Liz Smith, premier gossip columnist, dies at 94

Liz Smith, known as “the Grand Dame of Dish” or “the Doyenne of Dish” and one of the most prominent gossip columnists in the country for decades, has died in New York from natural causes. She was 94.

Literary agent Joni Evans confirmed the news to the Associated Press on Sunday.

The famously Texas-born, Southern Baptist with the blonde bob began penning a column under her own name at the New York Daily News in 1976. Three years later, during a newspaper strike in New York City, her editors at the Daily News asked her to appear in daily segments on WNBC’s Live at Five newscast; she remained with the program for 11 years, earning an Emmy in 1985. This exposure on television enhanced her status — she became a popular staple on the Manhattan social scene, which served to provide more material for her column, by this point in syndication in more than 70 newspapers.

At one point Smith was hired by Fox to develop a talkshow that Roger Ailes would produce.

She moved from the Daily News to Newsday in 1991, remaining for four years, then signed with the Rupert Murdoch-ownedNew York Post. Once part of News Corp., she naturally made appearances on the Fox News Channel. Smith remained with the Post until she was let go in 2009; she continued writing her column, the syndication of which also continued, and the column appeared for a while in Daily Variety after the death of the paper’s own legendary gossip columnist, Army Archerd, in 2009.

Smith told the New York Times in 2014 that her love of movies began when she was 6 or 7 and that she never wanted to do anything else.

Asked about why we retain our fascination with celebrities, Smith replied: “Remember Camelot? The song: ‘I Wonder What the King Is Doing Tonight?’ We make stars into something exquisite, and we want to know what they’re doing and thinking because our lives are desperately boring.”

Smith was full of stories about the likes of Jackie Kennedy, Carol Burnett, Bette Midler and her sometime-friend Barbara Walters, but she professed, to the Times in 2014, not to pay any attention to Gawker, TMZ or any of the other celebrity gossip-oriented websites that have proliferated over the last decade. “I never know whether the stories are true,” she declared.

Despite her professed disdain for online developments, Smith came to write a blog for the Huffington Post. She was also one of the founding members, along with Lesley Stahl, Mary Wells Lawrence and Joni Evans, of the website, which is intended to allow women to talk culture, politics and gossip.

Asked by the Times whether she ever paid for stories — a sensitive subject for at least some gossip columnists — Smith replied: “I could have. But that would have been against my principles. The only thing I ever negotiated for money was covering Elizabeth Taylor’s wedding to Larry Fortensky at Neverland Ranch. They said, ‘No press.’ And I said, ‘I’ll give all the money to AIDS charities.’ So they let me come, and boy, that was an experience.”

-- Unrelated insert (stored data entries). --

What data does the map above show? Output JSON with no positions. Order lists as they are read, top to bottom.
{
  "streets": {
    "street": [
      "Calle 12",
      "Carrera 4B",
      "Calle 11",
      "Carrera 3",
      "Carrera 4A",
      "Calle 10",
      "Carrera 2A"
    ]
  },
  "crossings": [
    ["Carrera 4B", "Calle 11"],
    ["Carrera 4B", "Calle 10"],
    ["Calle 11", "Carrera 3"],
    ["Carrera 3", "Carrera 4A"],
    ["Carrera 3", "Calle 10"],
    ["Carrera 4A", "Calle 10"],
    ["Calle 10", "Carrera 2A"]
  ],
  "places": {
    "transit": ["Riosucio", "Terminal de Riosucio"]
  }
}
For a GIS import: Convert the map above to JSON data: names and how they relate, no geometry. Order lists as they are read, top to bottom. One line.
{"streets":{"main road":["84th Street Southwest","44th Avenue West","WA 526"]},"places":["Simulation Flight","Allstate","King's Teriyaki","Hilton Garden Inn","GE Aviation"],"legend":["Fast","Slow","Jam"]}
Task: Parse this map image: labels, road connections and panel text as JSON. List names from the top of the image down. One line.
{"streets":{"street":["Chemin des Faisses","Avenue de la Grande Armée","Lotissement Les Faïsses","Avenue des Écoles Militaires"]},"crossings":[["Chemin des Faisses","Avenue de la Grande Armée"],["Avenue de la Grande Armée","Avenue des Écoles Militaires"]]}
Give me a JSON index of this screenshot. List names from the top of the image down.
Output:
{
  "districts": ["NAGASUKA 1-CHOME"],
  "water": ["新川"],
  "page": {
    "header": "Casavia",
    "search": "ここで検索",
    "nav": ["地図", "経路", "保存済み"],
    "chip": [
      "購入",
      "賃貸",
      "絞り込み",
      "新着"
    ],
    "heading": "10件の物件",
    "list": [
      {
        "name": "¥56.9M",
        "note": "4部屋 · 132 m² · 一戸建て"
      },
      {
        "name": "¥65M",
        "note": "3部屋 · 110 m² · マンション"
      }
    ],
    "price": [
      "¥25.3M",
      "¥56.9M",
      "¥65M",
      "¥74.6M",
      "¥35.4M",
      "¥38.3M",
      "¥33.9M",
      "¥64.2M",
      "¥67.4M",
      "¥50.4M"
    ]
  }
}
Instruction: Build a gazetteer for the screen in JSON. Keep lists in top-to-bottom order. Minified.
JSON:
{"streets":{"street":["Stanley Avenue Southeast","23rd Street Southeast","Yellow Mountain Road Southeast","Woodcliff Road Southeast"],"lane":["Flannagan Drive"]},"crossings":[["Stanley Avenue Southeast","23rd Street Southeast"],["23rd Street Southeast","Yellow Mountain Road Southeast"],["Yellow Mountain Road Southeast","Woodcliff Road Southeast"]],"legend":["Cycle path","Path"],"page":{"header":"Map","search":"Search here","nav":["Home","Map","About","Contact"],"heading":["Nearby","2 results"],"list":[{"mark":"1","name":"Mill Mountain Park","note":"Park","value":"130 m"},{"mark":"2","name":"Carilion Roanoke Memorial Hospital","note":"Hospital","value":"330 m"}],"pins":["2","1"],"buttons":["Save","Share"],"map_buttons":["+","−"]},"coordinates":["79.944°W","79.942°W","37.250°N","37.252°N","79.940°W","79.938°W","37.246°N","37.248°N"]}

Mary Elizabeth Smith was born in Fort Worth, Texas.  In 1949 Smith graduated with a journalism degree from the University of Texas at Austin — where she wrote for the Daily Texan, and all her papers are ensconced at the university’s Dolph Brisco Center. She soon relocated to New York, where she worked as a typist, proofreader and reporter before working as a news producer for Mike Wallace at CBS Radio. She spent five years as a news producer for NBC-TV, and she also worked for Allan Funt on Candid Camera.

Smith started out writing the anonymous Cholly Knickerbocker gossip column in the 1950s for the Hearst papers. After ending her work on that column in the early 1960s she went to work for Helen Gurley Brown as the entertainment editor for the U.S. version of Cosmopolitan magazine, later also working as entertainment editor of Sports Illustrated.

Smith raised millions of dollars for charities, including $6 million for Literacy Partners, millions for AIDS charity AmFAR, as well as money for the New York Landmarks Conservancy.

She appeared on a variety of documentaries about celebrities including 2007’s A Tribute to Peter Bart: Newhouse Mirror Award, centering on the former editor-in-chief of Variety; Smith also played herself on TV series including The Nanny, Murphy Brown and The Roseanne Show.

Her tome The Mother Book was published in 1978, followed by her New York Times bestselling memoir Natural Blonde in 2000 and 2005’s Dishing: Great Dish – And Dishes – From America’s Most Beloved Gossip Columnist.

Smith was married and divorced twice to George Beeman from 1945-47, and to Fred Lister from 1957-62, but acknowledged her bisexuality in a roundabout way in her memoirs, dubbing it “gender neutrality.” She was less circumspect in a 2000 interview with Judy Wieder, editor-in-chief of the Advocate, declaring that while it was not in her nature to be a role model in the LGBT movement, “I think that my relationships with women were always much more emotionally satisfying and comfortable (than with men). And a lot of my relationships with men were more flirtatious and adversarial. I just never felt I was wife material. I always felt that I was a great girlfriend.”